* [Provided records]:
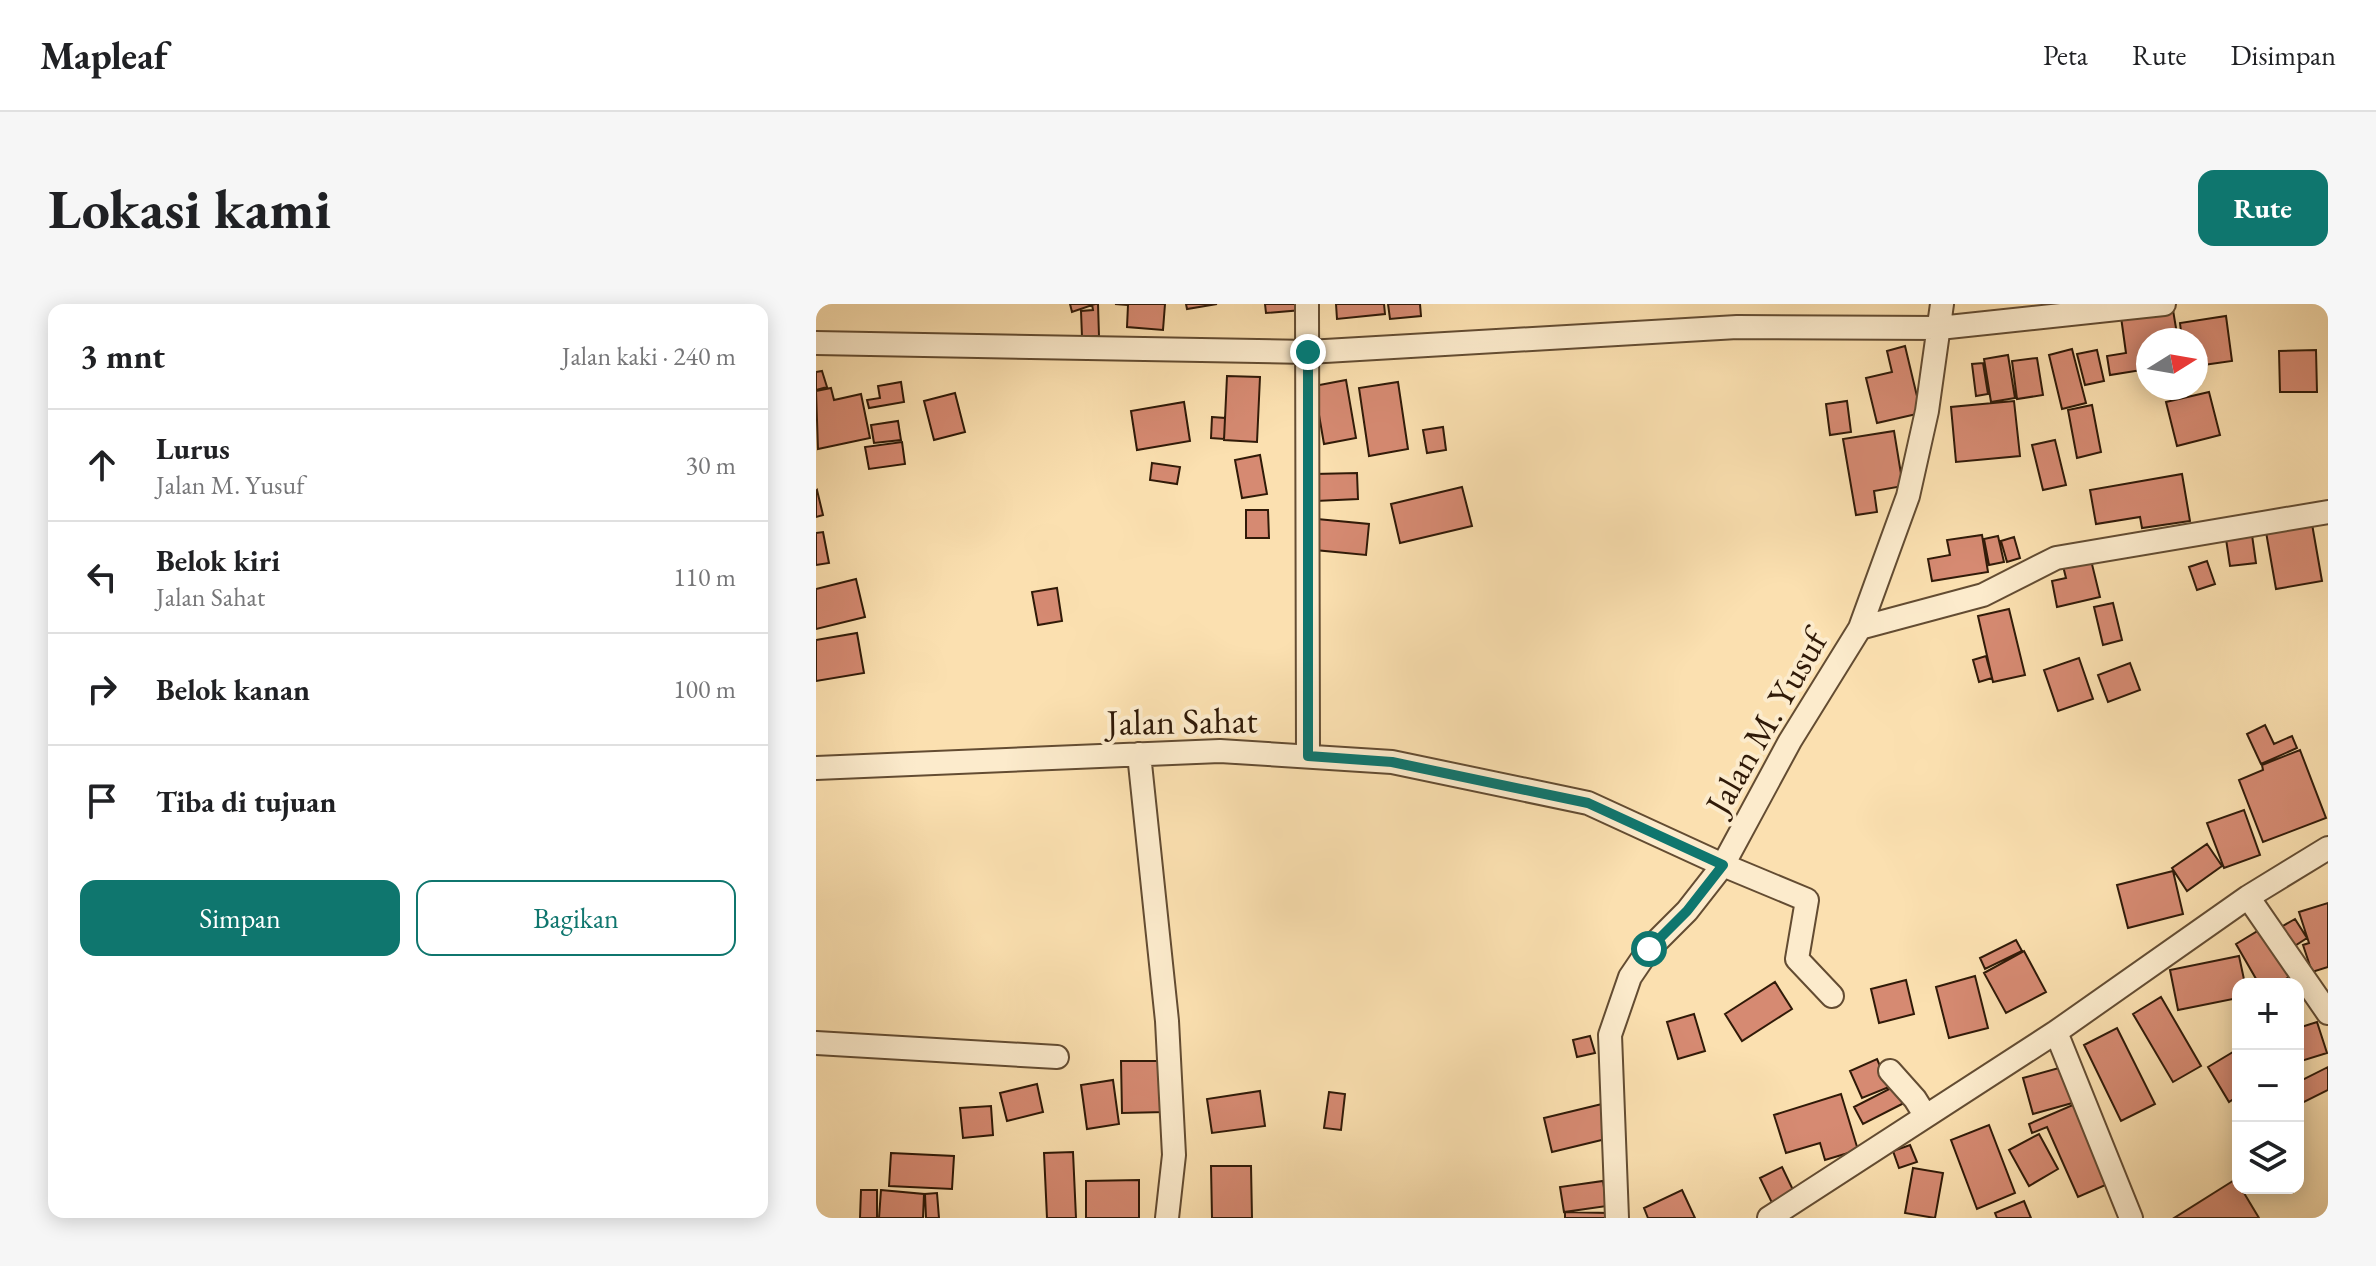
<!DOCTYPE html>
<html lang="id">
<meta charset="utf-8">
<style>
:root{--surface:#fff;--page:#f6f6f6;--text:#202124;--muted:#757577;--line:#e0e0e0;--accent:#0f766e}
body{margin:0;font-family:"EB Garamond",serif;background:var(--page);color:var(--text)}
.controls{position:absolute;right:24px;bottom:24px;display:grid;overflow:hidden;border-radius:16px;box-shadow:0 4px 20px #0003}
.controls button{width:72px;height:72px;display:grid;place-items:center;padding:0;border:0;border-bottom:2px solid var(--line);background:var(--surface);color:var(--text);font:40px sans-serif}
.compass{position:absolute;left:1320px;top:24px;width:72px;height:72px;border-radius:50%;background:var(--surface);box-shadow:0 4px 20px #0003;rotate:79deg}
.stop{position:absolute;width:24px;height:24px;margin:-18px;border:6px solid #0f766e;border-radius:50%;background:#fff}
.stop.end{background:#0f766e;border-color:#fff;box-shadow:0 2px 8px #0008}
.list{margin:0;padding:0;list-style:none}
h2{display:flex;justify-content:space-between;align-items:center;height:104px;margin:0;padding:0 32px;font-size:34px}
h2 small{font-size:26px;font-weight:400;color:var(--muted)}
.list li{display:grid;grid-template-columns:52px 1fr auto;gap:24px;align-items:center;box-sizing:border-box;height:112px;padding:0 32px;border-top:2px solid var(--line)}
.list b{display:block;font-size:30px;white-space:nowrap}
.list p{margin:0;font-size:26px;white-space:nowrap;color:var(--muted)}
.list em{font-size:26px;font-style:normal;color:var(--muted)}
.actions{display:flex;gap:16px;padding:24px 32px}
.actions a{flex:1;padding:18px 0;border:2px solid var(--accent);border-radius:16px;text-align:center;font-size:28px;color:var(--accent)}
.actions .main{background:var(--accent);color:#fff}
.icon{flex:none;width:44px;height:44px;fill:none;stroke:currentColor;stroke-width:2;stroke-linecap:round;stroke-linejoin:round}
.map{position:relative;flex:none;width:1512px;height:914px;overflow:hidden;border-radius:16px}
header{display:flex;align-items:center;gap:48px;box-sizing:border-box;height:112px;padding:0 40px;background:var(--surface);border-bottom:2px solid var(--line)}
header strong{font-size:38px}
nav{display:flex;gap:44px;margin-inline-start:auto;font-size:28px}
.intro{display:flex;align-items:center;justify-content:space-between;box-sizing:border-box;height:192px;padding:0 48px}
h1{margin:0;font-size:56px}
.button{padding:20px 36px;border-radius:16px;background:var(--accent);color:#fff;font-size:28px;font-weight:700}
main{display:flex;gap:48px;padding:0 48px}
aside{flex:1;background:var(--surface);border-radius:16px;box-shadow:0 4px 20px #0003}
.map>svg:first-child{display:block}
.building{fill:#d68a72;stroke:#301a08;stroke-width:2}
.lines{fill:none;stroke-linecap:round;stroke-linejoin:round}
.street-casing{stroke:#634c32;stroke-width:26}
.street{stroke:#fcebcc;stroke-width:22}
.route{stroke:#0f766e;stroke-width:10}
.labels{text-anchor:middle;dominant-baseline:central;stroke-width:8;stroke-linejoin:round;paint-order:stroke}
.street-label{font-size:36px;fill:#301a08;stroke:#fcebcc}
</style>
<header>
<strong>Mapleaf</strong>
<nav><a>Peta</a><a>Rute</a><a>Disimpan</a></nav>
</header>
<div class="intro"><h1>Lokasi kami</h1><a class="button">Rute</a></div>
<main>
<aside>
<h2>3 mnt<small>Jalan kaki · 240 m</small></h2>
<ul class="list">
<li><svg class="icon" aria-label="ahead" viewBox="0 0 24 24"><path d="M12 20V5M6 11l6-6 6 6"/></svg><div><b>Lurus</b><p>Jalan M. Yusuf</p></div><em>30 m</em></li>
<li><svg class="icon" aria-label="left" viewBox="0 0 24 24"><path d="M17 20v-9H6M10 6l-5 5 5 5"/></svg><div><b>Belok kiri</b><p>Jalan Sahat</p></div><em>110 m</em></li>
<li><svg class="icon" aria-label="right" viewBox="0 0 24 24"><path d="M7 20v-9h11M14 6l5 5-5 5"/></svg><div><b>Belok kanan</b></div><em>100 m</em></li>
<li><svg class="icon" aria-label="arrive" viewBox="0 0 24 24"><path d="M6 21V4h12l-3 4 3 4H6"/></svg><div><b>Tiba di tujuan</b></div></li>
</ul>
<div class="actions"><a class="main">Simpan</a><a>Bagikan</a></div>
</aside>
<div class="map">
<svg width="1512" height="914" viewBox="0 0 1512 914">
<rect width="100%" height="100%" fill="#fbe0b0"/>
<filter id="stains"><feTurbulence type="fractalNoise" baseFrequency=".0025" numOctaves="4"/><feColorMatrix values="0 0 0 0 .2 0 0 0 0 .09 0 0 0 0 .02 0 0 0 .5 -.17"/></filter>
<radialGradient id="worn" r=".72"><stop offset=".6" stop-color="#630" stop-opacity="0"/><stop offset="1" stop-color="#630" stop-opacity=".3"/></radialGradient>
<!-- building -->
<path class="building" d="M254,0H279L256,8Z
M276,0H282L283,32L266,33L265,7L277,6Z
M299,0H349L347,26L311,23L312,1Z
M370,0H401L371,5Z
M449,0H485L486,6L450,9Z
M520,0H568L569,10L521,15Z
M572,0H604L605,12L574,15Z
M1357,6L1362,36H1332V65L1294,71L1291,52L1310,49L1305,13Z
M1410,12L1416,57L1380,62V36H1366L1364,19Z
M1089,42L1105,109L1061,119L1050,74L1076,68L1071,47Z
M1256,45L1270,99L1246,105L1233,51Z
M1281,46L1288,77L1269,81L1261,50Z
M1500,46L1501,88H1464L1463,47Z
M1192,51L1199,94L1175,98L1168,55Z
M1221,54L1227,91L1201,95L1196,57Z
M1167,59L1172,90L1160,92L1156,60Z
M6,67L11,83L0,86V68Z
M411,72L444,73L441,138L408,136Z
M530,76L540,134L508,140L498,82Z
M85,78L88,98L53,104L51,96L64,94L62,82Z
M582,78L592,145L553,152L543,84Z
M15,84L18,96L45,90L54,134L2,145L0,87Z
M1393,88L1404,131L1361,142L1350,98Z
M139,89L149,128L118,136L108,97Z
M1031,97L1035,128L1014,131L1010,100Z
M1198,97L1204,152L1140,158L1135,103Z
M368,98L374,137L321,146L315,107Z
M1276,101L1285,148L1261,154L1252,106Z
M396,113L409,114L408,135L395,134Z
M82,117L85,136L58,139L55,121Z
M627,123L630,146L611,149L607,126Z
M1078,127L1087,182L1058,187L1061,208L1040,211L1027,135Z
M1239,136L1250,181L1227,186L1216,141Z
M86,138L89,160L53,165L49,143Z
M444,151L451,190L426,194L419,156Z
M336,159L364,163L361,180L334,176Z
M541,169L542,195L500,197L498,170Z
M1366,170L1374,217L1326,224L1324,213L1280,220L1274,186Z
M646,183L656,222L584,239L575,200Z
M1,186L7,211L0,213V187Z
M430,206H452L453,234H430Z
M501,215L553,220L550,251L499,246Z
M1496,220L1506,277L1460,285L1450,228Z
M7,228L13,259L0,261V229Z
M1166,231L1172,268L1116,277L1112,255L1134,251L1131,236Z
M1436,231L1440,259L1414,262L1410,235Z
M1182,232L1188,258L1173,261L1168,235Z
M1198,233L1204,254L1191,258L1185,237Z
M1274,252L1284,293L1241,303L1236,277L1250,274L1246,258Z
M1391,257L1399,280L1381,286L1373,263Z
M40,275L49,313L0,325V285Z
M241,284L246,317L222,321L216,288Z
M1297,299L1306,336L1287,341L1278,303Z
M1193,305L1209,371L1177,378L1162,312Z
M41,329L48,369L0,377V336Z
M1170,352L1176,374L1163,378L1157,356Z
M1263,354L1277,395L1242,407L1228,366Z
M1314,359L1324,386L1292,398L1282,371Z
M1449,421L1458,440L1476,432L1481,444L1445,460L1431,430Z
M1484,446L1510,514L1447,538L1423,476L1447,466L1446,461Z
M1428,506L1444,551L1408,564L1391,519Z
M1391,540L1406,562L1371,587L1356,564Z
M1357,567L1367,610L1312,624L1301,581Z
M1512,599V663L1496,668L1487,641L1493,639L1483,608Z
M1479,615L1491,634L1477,643L1465,623Z
M1445,625L1473,673L1461,680H1443L1420,640Z
M1200,636L1206,647L1169,665L1164,654Z
M1208,647L1230,688L1190,709L1168,669Z
M1423,652L1429,680H1422V694L1362,706L1354,666Z
M1159,672L1172,724L1133,734L1120,683Z
M1090,676L1098,710L1063,719L1055,685Z
M959,678L976,705L926,737L909,710Z
M1345,693L1385,762L1357,778L1317,710Z
M878,710L889,747L862,755L851,718Z
M1501,718L1511,749L1482,758V724Z
M1301,724L1339,800L1305,817L1268,741Z
M774,732L779,749L761,753L757,736Z
M1422,745V792L1413,798L1392,763Z
M1061,755L1073,783L1046,794L1034,767Z
M305,757H348L349,808L306,809Z
M1250,762L1260,798L1217,810L1207,774Z
M1512,763V786L1482,801V778Z
M297,776L303,820L271,825L265,781Z
M221,780L227,808L191,817L184,789Z
M1079,782L1088,799L1047,820L1038,803Z
M444,787L449,822L396,829L391,795Z
M513,788L529,790L525,826L508,824Z
M1025,790L1042,846L1009,856L1004,839L970,849L958,811Z
M1266,797L1301,876L1262,893L1231,823L1216,829L1213,820Z
M786,800L794,834L736,848L728,814Z
M175,802L177,831L147,834L144,804Z
M1173,821L1199,889L1161,905L1135,836Z
M1223,830L1242,865L1213,882L1193,846Z
M1094,841L1101,858L1083,864L1077,847Z
M257,848L260,914H231L228,849Z
M75,849L138,852L136,885L73,882Z
M395,862H435L436,914H396Z
M966,863L979,890L957,901L944,874Z
M1097,864L1127,869L1119,914L1089,909Z
M1420,875L1422,884H1425L1443,914H1358Z
M323,876V914H270V877Z
M787,877L791,902L748,908L744,883Z
M45,886H61V914H44Z
M65,886L108,890L107,914H63Z
M866,886L879,914H832L828,904Z
M121,889L123,914H110L109,890Z
M1208,897L1215,914H1181L1179,909Z
M749,908L792,909V914H749Z"/>
<g class="lines">
<defs>
<path id="street" d="M491,0L492,452
M0,39L492,48L921,23L1123,24L1348,0
M1044,324L1167,291L1240,254L1512,208
M323,450L351,717L358,851L351,914
M0,464L404,447L576,458L772,499L907,561L991,596L981,655L1016,692
M1432,593L1512,709
M1240,728L1315,914
M0,739L241,753
M1074,767L1099,795L1109,811
M801,914L794,731L814,673L833,645L871,607L907,561L974,437L1044,324L1092,192L1111,107L1126,0
M953,914L1240,728L1432,593L1512,544"/>
</defs>
<!-- street casing -->
<use href="#street" class="street-casing"/>
<!-- street -->
<use href="#street" class="street"/>
</g>
<g class="lines">
<!-- route -->
<path class="route" d="M492,48V452L576,458L772,499L907,561L871,607L833,645"/>
</g>
<g class="labels">
<!-- street labels -->
<g class="street-label">
<text transform="translate(366 417) rotate(-1)">Jalan Sahat</text>
<text transform="translate(950 418) rotate(-60)">Jalan M. Yusuf</text>
</g>
</g>
<rect width="100%" height="100%" filter="url(#stains)"/>
<rect width="100%" height="100%" fill="url(#worn)"/>
</svg>
<div class="controls">
<button>+</button>
<button>−</button>
<button><svg class="icon" aria-label="layers" viewBox="0 0 24 24"><path d="M12 4l9 5-9 5-9-5zM3 14l9 5 9-5"/></svg></button>
</div>
<svg class="compass" viewBox="-18 -18 36 36"><path d="M0-13l5 13h-10z" fill="#e53935"/><path d="M0 13l5-13h-10z" fill="#757577"/></svg>
<div class="stop" style="left:833px;top:645px"></div>
<div class="stop end" style="left:492px;top:48px"></div>
</div>
</main>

* [Exercise instructions]: Find the word "Yusuf" in the entries above. Copy every line that has it.

* [Response to this exercise]:
<li><svg class="icon" aria-label="ahead" viewBox="0 0 24 24"><path d="M12 20V5M6 11l6-6 6 6"/></svg><div><b>Lurus</b><p>Jalan M. Yusuf</p></div><em>30 m</em></li>
<text transform="translate(950 418) rotate(-60)">Jalan M. Yusuf</text>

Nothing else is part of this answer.